Entendendo o monopólio postal
O monopólio postal é o direito exclusivo dos Correios para realizar certos serviços postais, conforme a legislação do Brasil. Isso significa que algumas atividades não podem ser feitas por empresas privadas, e os Correios se tornam o único prestador autorizado. Por isso, quando órgãos públicos ou empresas estatais precisam desses serviços específicos, a contratação direta é permitida, desde que cumpra os requisitos legais.
A presença dos Correios nas áreas remotas
Outro ponto que o Banco do Brasil destacou é a vasta cobertura dos Correios. Mesmo em áreas onde há concorrência, poucas empresas conseguem oferecer a mesma logística para atender municípios pequenos e regiões de difícil acesso. A rede dos Correios está presente em praticamente todos os municípios brasileiros, o que é muito importante para um banco que atende milhões de clientes espalhados pelo país.
O valor do contrato
O novo contrato pode chegar a R$ 2,3 bilhões em cinco anos.
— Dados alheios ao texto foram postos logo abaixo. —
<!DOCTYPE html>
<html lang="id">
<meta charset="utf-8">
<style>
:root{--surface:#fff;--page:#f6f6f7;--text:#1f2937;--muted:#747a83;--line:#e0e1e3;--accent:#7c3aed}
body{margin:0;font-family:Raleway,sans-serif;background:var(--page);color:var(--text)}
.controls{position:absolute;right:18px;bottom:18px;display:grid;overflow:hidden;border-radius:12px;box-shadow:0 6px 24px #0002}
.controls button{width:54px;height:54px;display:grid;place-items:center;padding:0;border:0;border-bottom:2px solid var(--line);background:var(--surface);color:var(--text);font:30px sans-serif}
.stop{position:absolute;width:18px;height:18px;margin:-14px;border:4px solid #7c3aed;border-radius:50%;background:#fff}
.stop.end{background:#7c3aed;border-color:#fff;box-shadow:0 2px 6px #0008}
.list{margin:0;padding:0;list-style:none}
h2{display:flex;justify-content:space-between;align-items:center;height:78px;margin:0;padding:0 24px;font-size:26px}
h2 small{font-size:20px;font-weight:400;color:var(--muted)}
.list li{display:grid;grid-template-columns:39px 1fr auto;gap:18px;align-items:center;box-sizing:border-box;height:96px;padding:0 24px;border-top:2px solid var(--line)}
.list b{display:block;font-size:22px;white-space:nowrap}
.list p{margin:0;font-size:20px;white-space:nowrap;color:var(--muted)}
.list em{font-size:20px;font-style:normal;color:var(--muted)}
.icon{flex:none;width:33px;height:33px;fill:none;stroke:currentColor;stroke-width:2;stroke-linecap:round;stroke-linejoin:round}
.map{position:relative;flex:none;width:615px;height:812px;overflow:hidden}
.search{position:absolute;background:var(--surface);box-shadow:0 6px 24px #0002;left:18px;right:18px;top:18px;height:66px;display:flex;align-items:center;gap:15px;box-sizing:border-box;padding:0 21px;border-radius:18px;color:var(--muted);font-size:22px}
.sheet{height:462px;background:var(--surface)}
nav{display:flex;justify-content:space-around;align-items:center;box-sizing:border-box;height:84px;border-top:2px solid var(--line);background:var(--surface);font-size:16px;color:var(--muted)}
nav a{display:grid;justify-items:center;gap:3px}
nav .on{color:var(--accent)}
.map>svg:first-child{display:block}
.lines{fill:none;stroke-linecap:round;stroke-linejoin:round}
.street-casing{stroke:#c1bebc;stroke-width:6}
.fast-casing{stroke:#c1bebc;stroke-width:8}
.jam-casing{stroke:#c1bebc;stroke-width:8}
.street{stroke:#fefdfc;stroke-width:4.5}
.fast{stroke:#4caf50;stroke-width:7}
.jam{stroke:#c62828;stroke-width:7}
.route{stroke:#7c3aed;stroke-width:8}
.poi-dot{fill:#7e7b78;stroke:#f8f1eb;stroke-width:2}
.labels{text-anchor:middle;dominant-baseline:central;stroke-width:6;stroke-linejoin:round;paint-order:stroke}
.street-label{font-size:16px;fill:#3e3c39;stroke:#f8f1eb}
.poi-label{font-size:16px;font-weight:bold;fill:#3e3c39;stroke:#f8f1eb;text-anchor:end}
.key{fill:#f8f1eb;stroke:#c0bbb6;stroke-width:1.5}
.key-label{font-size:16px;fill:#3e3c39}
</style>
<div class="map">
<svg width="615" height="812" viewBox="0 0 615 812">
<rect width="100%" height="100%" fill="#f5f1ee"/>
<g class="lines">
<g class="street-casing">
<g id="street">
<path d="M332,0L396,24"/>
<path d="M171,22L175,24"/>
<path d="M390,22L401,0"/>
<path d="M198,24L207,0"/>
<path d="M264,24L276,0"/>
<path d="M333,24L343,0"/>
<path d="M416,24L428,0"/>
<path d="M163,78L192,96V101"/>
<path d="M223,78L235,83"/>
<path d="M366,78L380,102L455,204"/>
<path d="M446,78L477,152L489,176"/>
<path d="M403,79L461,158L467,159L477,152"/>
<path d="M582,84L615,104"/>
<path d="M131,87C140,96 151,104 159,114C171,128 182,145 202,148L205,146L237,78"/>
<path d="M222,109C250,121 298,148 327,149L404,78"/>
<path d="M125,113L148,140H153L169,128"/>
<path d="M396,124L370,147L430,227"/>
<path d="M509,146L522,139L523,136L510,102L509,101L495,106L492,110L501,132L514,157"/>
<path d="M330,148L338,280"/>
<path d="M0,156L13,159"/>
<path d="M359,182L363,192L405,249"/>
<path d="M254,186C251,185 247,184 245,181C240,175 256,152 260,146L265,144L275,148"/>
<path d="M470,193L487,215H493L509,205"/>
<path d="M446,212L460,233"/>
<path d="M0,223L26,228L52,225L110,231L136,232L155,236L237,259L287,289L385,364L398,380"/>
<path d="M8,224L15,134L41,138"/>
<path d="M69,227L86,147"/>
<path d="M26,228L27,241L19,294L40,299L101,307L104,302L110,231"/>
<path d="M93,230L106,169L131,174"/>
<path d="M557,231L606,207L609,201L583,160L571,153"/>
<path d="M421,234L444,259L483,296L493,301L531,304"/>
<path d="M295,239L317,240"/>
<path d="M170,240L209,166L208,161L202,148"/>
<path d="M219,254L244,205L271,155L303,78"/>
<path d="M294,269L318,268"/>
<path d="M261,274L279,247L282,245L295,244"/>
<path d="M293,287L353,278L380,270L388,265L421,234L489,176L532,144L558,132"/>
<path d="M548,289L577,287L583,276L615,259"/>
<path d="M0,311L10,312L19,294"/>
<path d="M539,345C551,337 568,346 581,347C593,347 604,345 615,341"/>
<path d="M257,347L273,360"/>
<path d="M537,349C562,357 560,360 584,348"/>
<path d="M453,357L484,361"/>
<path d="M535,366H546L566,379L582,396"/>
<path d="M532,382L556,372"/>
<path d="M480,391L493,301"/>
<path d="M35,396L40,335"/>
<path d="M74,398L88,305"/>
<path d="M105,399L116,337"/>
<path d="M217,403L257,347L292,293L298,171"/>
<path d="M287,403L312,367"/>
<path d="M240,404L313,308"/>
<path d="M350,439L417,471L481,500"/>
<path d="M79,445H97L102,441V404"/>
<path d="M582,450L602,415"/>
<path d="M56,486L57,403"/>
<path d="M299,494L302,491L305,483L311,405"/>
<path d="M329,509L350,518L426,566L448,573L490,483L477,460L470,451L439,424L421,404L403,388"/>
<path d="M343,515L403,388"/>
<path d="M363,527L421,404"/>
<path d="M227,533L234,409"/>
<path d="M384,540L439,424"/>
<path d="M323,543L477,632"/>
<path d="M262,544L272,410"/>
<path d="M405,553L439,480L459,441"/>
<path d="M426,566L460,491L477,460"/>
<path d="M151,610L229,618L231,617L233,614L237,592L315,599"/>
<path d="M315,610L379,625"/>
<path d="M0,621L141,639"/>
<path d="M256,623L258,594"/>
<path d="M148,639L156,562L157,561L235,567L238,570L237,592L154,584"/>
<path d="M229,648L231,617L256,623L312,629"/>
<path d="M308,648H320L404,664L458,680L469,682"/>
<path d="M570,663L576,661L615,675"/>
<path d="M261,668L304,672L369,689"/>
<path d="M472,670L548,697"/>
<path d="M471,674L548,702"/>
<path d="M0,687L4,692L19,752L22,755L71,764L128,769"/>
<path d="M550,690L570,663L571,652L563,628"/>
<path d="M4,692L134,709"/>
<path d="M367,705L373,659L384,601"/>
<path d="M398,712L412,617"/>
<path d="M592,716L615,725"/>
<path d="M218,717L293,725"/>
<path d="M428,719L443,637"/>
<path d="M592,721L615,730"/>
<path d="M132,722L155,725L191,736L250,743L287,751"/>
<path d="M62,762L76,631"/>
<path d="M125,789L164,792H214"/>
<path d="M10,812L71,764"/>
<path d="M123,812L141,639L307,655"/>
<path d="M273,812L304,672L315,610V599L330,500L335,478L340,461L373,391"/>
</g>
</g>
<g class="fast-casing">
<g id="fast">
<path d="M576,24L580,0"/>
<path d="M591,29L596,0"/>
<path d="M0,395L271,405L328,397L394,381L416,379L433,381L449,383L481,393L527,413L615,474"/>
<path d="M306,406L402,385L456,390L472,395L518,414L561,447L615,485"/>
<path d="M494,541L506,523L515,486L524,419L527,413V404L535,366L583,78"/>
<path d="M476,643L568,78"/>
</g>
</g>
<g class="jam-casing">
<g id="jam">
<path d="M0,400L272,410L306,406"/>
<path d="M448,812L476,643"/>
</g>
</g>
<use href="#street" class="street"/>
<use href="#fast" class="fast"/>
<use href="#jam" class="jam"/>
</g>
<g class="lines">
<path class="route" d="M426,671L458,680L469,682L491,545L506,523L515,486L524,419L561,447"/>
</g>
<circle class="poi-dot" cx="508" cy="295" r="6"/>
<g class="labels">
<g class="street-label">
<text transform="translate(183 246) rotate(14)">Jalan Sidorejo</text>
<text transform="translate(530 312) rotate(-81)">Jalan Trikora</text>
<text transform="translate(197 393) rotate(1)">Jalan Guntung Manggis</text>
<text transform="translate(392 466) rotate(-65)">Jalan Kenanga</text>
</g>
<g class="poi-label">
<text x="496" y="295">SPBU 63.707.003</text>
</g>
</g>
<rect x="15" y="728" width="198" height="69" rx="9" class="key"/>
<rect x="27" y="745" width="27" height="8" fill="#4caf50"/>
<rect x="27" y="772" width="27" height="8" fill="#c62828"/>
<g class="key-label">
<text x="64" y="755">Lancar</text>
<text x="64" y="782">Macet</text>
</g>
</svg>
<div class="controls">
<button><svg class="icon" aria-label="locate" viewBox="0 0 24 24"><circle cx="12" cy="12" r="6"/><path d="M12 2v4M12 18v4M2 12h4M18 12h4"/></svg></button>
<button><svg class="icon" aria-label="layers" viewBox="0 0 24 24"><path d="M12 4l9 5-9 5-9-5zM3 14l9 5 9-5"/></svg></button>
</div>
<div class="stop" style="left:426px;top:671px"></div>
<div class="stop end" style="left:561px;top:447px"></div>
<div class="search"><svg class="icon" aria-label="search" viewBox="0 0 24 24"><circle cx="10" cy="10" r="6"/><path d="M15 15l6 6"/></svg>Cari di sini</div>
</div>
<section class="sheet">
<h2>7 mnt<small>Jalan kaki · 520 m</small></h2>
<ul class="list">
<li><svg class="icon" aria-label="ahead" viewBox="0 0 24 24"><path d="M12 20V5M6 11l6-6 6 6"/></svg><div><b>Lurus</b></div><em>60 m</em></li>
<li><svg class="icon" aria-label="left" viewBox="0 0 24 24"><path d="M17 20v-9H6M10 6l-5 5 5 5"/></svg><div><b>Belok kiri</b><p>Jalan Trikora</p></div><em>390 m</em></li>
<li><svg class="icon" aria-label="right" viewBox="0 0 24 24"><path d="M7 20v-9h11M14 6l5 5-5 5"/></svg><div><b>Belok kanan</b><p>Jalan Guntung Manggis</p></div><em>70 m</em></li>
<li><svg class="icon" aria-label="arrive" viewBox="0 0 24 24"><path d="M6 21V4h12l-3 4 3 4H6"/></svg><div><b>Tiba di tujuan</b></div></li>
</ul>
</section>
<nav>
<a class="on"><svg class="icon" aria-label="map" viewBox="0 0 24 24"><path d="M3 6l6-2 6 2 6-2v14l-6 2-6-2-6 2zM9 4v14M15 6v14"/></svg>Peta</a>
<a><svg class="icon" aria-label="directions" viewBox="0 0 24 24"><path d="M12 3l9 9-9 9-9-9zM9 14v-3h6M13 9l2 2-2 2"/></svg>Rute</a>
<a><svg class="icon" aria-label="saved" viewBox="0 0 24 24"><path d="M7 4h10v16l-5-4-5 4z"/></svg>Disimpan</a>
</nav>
O Banco do Brasil explica que esse valor é um teto contratual, ou seja, não significa que esse montante será pago de imediato. A diferença de valores em comparação ao contrato anterior se deve, principalmente, à atualização monetária acumulada desde a última contratação, mantendo os serviços oferecidos.
Análise interna
O Banco do Brasil também garantiu que a decisão de contratar foi analisada internamente pelas áreas técnicas e jurídicas, seguindo os procedimentos de governança da instituição. O contrato é de adesão, o que significa que segue condições padronizadas aplicadas a todos os clientes dos Correios, sem tratamento diferenciado para o banco.
Impacto para os clientes
Para quem utiliza os serviços do Banco do Brasil, essa contratação não mudará como as operações bancárias funcionam. O objetivo é garantir que serviços como a entrega de cartões e o envio de documentos continuem sem interrupções. Na prática, os clientes devem perceber apenas a continuidade dos serviços que já utilizam.
Por que tudo isso gera repercussão?
Contratações bilionárias sem licitação costumam chamar a atenção, já que envolvem recursos públicos e empresas estatais. A legislação brasileira permite a dispensa da licitação em casos específicos, especialmente quando não há competição viável. O Banco do Brasil apresentou justificativas técnicas e jurídicas que demonstram a legalidade da contratação, conforme o comunicado que divulgou.
Em resumo, o novo contrato entre o Banco do Brasil e os Correios busca garantir serviços postais essenciais para a operação do banco, sem mudanças na rotina dos clientes. A situação ilustra como a legislação brasileira permite contratações diretas em determinadas circunstâncias, desde que sejam apresentadas justificativas apropriadas e haja um respeito aos princípios da administração pública.